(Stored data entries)
[Start of Attachment]

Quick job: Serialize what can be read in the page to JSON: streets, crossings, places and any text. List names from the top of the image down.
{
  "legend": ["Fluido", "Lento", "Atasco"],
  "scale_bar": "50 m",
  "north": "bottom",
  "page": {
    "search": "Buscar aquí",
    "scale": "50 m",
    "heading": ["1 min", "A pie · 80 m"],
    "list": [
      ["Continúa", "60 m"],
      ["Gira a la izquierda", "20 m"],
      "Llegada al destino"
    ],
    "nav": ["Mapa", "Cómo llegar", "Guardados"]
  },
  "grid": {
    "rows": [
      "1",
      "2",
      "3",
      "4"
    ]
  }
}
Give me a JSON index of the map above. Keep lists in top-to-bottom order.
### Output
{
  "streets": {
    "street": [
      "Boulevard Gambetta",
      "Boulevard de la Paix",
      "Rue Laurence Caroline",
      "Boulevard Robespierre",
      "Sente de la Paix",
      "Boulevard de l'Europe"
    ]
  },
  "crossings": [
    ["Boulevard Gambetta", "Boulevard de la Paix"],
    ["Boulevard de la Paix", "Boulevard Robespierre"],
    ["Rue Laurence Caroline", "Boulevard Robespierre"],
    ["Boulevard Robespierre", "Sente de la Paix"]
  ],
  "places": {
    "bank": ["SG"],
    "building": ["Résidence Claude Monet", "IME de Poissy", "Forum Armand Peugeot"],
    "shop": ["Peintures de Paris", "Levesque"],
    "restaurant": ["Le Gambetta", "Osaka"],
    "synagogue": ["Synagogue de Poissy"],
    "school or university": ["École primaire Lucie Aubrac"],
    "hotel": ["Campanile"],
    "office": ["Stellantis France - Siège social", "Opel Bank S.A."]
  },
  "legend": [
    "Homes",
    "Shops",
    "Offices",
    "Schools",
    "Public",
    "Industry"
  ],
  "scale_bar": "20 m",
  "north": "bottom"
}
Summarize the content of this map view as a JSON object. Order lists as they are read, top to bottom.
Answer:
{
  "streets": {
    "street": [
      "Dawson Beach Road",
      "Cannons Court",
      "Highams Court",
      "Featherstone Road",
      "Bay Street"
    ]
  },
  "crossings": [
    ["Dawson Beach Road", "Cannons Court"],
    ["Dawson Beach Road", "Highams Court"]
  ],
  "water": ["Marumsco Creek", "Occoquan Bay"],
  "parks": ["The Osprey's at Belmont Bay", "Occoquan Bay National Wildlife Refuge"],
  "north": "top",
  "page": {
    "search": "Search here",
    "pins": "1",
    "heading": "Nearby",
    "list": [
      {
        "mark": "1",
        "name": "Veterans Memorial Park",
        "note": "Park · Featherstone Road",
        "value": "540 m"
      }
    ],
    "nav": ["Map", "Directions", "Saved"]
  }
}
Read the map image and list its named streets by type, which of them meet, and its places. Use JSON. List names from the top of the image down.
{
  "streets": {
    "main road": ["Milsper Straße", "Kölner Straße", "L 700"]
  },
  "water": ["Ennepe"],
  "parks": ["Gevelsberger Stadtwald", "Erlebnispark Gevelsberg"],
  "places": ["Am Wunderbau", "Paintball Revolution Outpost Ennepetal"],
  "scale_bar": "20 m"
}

[End of Attachment]

WHAT NEEDS TO BE DONE:
Write out word for word only the lines from the start of the entries down to the line with "Give me a JSON", please, including both ends.

PROBLEM SOLUTION:
Quick job: Serialize what can be read in the page to JSON: streets, crossings, places and any text. List names from the top of the image down.
{
  "legend": ["Fluido", "Lento", "Atasco"],
  "scale_bar": "50 m",
  "north": "bottom",
  "page": {
    "search": "Buscar aquí",
    "scale": "50 m",
    "heading": ["1 min", "A pie · 80 m"],
    "list": [
      ["Continúa", "60 m"],
      ["Gira a la izquierda", "20 m"],
      "Llegada al destino"
    ],
    "nav": ["Mapa", "Cómo llegar", "Guardados"]
  },
  "grid": {
    "rows": [
      "1",
      "2",
      "3",
      "4"
    ]
  }
}
Give me a JSON index of the map above. Keep lists in top-to-bottom order.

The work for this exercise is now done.